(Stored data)
◇ ◇ ◇ ◇ ◇
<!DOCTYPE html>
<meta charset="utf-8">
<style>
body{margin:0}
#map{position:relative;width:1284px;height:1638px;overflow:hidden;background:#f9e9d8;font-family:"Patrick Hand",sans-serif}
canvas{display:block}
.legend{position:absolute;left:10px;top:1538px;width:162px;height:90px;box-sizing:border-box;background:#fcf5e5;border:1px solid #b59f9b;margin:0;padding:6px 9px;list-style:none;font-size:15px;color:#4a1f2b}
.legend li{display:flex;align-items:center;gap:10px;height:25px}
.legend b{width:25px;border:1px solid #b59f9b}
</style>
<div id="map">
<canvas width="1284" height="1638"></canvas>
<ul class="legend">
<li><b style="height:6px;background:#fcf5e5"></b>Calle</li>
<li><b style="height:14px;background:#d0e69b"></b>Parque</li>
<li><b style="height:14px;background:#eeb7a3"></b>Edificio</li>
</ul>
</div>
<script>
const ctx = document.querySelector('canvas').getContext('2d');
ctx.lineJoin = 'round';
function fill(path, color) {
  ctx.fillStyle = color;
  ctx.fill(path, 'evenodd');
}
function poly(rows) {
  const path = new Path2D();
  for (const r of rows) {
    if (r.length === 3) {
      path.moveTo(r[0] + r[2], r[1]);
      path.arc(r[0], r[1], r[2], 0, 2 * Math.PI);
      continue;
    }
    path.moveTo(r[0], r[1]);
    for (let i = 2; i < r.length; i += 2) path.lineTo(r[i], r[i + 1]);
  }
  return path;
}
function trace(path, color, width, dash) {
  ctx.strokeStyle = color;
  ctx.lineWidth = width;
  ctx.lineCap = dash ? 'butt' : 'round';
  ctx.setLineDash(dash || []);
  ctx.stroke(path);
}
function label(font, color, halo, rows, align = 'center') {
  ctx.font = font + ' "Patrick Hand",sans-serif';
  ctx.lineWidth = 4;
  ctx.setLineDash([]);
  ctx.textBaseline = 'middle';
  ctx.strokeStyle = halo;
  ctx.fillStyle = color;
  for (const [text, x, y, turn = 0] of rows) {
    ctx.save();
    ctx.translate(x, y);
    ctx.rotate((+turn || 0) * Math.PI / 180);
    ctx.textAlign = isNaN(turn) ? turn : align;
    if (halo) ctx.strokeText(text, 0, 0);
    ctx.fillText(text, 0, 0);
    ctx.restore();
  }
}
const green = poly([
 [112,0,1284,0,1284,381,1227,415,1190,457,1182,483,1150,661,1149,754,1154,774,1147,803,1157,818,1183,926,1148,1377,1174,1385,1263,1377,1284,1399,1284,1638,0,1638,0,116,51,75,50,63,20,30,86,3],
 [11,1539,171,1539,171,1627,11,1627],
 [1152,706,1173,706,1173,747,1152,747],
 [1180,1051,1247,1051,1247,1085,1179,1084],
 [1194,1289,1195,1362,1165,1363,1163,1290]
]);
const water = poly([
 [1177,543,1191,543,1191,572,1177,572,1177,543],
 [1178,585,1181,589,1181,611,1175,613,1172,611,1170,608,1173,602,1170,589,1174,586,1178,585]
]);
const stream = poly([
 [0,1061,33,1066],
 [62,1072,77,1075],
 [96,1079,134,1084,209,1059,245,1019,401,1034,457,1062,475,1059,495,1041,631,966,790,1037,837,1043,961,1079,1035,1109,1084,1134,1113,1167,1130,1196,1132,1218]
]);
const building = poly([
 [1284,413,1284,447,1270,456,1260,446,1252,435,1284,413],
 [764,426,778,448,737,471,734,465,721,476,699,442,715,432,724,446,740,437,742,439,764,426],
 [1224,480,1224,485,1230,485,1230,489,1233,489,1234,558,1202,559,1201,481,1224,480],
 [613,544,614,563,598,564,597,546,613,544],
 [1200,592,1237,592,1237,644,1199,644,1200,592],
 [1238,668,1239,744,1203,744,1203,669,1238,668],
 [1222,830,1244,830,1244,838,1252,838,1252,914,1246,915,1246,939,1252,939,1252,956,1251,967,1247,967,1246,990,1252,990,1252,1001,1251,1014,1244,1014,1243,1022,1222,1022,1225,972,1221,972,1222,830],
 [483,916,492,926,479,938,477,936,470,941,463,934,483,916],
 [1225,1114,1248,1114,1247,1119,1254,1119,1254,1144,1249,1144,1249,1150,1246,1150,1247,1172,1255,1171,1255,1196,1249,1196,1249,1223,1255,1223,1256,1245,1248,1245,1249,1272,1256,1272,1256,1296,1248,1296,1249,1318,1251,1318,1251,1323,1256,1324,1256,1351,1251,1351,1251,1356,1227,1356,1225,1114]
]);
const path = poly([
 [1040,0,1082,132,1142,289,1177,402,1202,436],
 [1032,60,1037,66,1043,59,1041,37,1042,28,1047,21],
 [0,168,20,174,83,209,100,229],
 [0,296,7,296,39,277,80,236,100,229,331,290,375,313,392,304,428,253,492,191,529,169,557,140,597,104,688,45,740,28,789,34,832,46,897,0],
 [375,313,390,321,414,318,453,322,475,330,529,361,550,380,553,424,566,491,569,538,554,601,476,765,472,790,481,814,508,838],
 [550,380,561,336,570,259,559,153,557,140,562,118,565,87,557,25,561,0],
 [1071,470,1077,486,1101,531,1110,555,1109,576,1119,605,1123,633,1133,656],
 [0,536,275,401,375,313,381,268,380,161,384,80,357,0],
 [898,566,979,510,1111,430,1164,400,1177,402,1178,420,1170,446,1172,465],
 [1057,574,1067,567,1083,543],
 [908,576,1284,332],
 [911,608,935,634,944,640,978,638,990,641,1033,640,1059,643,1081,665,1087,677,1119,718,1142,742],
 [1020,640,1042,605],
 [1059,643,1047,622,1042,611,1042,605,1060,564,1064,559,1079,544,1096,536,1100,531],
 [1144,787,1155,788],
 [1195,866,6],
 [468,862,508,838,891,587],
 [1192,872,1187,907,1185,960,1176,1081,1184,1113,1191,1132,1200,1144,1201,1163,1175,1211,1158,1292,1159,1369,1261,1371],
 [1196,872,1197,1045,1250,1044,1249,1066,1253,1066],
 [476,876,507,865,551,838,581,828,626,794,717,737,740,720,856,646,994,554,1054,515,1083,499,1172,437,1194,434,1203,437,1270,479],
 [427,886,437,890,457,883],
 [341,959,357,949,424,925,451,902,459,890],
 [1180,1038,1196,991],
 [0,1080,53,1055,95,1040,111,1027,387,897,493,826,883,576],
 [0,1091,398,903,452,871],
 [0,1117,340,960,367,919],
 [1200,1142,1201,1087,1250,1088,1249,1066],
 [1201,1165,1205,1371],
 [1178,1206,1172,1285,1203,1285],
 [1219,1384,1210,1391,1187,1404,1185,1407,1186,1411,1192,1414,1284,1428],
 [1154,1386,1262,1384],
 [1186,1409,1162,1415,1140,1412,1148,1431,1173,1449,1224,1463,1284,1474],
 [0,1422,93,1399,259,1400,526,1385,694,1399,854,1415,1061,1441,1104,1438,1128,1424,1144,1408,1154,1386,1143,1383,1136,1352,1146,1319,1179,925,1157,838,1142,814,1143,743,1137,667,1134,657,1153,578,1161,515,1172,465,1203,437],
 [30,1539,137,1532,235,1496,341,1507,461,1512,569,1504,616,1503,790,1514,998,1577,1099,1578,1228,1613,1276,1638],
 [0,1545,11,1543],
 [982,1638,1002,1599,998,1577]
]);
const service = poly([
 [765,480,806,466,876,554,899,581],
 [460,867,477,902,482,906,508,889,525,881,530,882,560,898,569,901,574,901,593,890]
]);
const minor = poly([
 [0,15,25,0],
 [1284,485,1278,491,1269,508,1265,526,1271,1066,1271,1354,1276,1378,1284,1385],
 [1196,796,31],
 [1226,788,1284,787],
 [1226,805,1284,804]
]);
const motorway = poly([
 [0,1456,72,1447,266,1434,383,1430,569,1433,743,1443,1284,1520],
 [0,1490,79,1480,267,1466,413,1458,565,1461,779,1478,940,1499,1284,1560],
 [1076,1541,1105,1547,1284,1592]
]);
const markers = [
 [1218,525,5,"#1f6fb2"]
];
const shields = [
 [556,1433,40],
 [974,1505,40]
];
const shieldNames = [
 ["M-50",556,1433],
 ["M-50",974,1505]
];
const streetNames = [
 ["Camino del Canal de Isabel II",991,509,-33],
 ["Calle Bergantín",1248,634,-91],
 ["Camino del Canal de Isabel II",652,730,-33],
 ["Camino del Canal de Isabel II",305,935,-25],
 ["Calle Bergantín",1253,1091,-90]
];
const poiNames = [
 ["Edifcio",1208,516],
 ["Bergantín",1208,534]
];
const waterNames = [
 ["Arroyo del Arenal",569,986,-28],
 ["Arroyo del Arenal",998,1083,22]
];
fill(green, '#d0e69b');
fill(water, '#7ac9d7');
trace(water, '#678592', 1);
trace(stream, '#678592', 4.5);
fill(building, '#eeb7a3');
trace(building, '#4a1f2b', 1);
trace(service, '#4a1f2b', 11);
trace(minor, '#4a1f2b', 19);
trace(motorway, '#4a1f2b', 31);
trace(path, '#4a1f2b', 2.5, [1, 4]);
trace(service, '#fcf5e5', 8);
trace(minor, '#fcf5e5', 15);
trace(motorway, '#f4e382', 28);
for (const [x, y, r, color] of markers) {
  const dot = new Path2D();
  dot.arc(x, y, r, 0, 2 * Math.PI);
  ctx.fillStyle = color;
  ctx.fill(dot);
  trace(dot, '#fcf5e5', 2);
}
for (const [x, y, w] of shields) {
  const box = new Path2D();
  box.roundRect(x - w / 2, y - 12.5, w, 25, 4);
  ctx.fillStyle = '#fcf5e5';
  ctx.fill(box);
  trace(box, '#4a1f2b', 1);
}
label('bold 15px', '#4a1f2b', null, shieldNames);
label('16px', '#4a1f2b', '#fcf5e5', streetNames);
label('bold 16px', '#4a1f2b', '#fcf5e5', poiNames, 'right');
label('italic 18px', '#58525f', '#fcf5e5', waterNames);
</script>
◇ ◇ ◇ ◇ ◇
# What you need to do
Find the lines above that contain the string "halo" and answer with how many there are, nothing else.

# Answer to this problem
3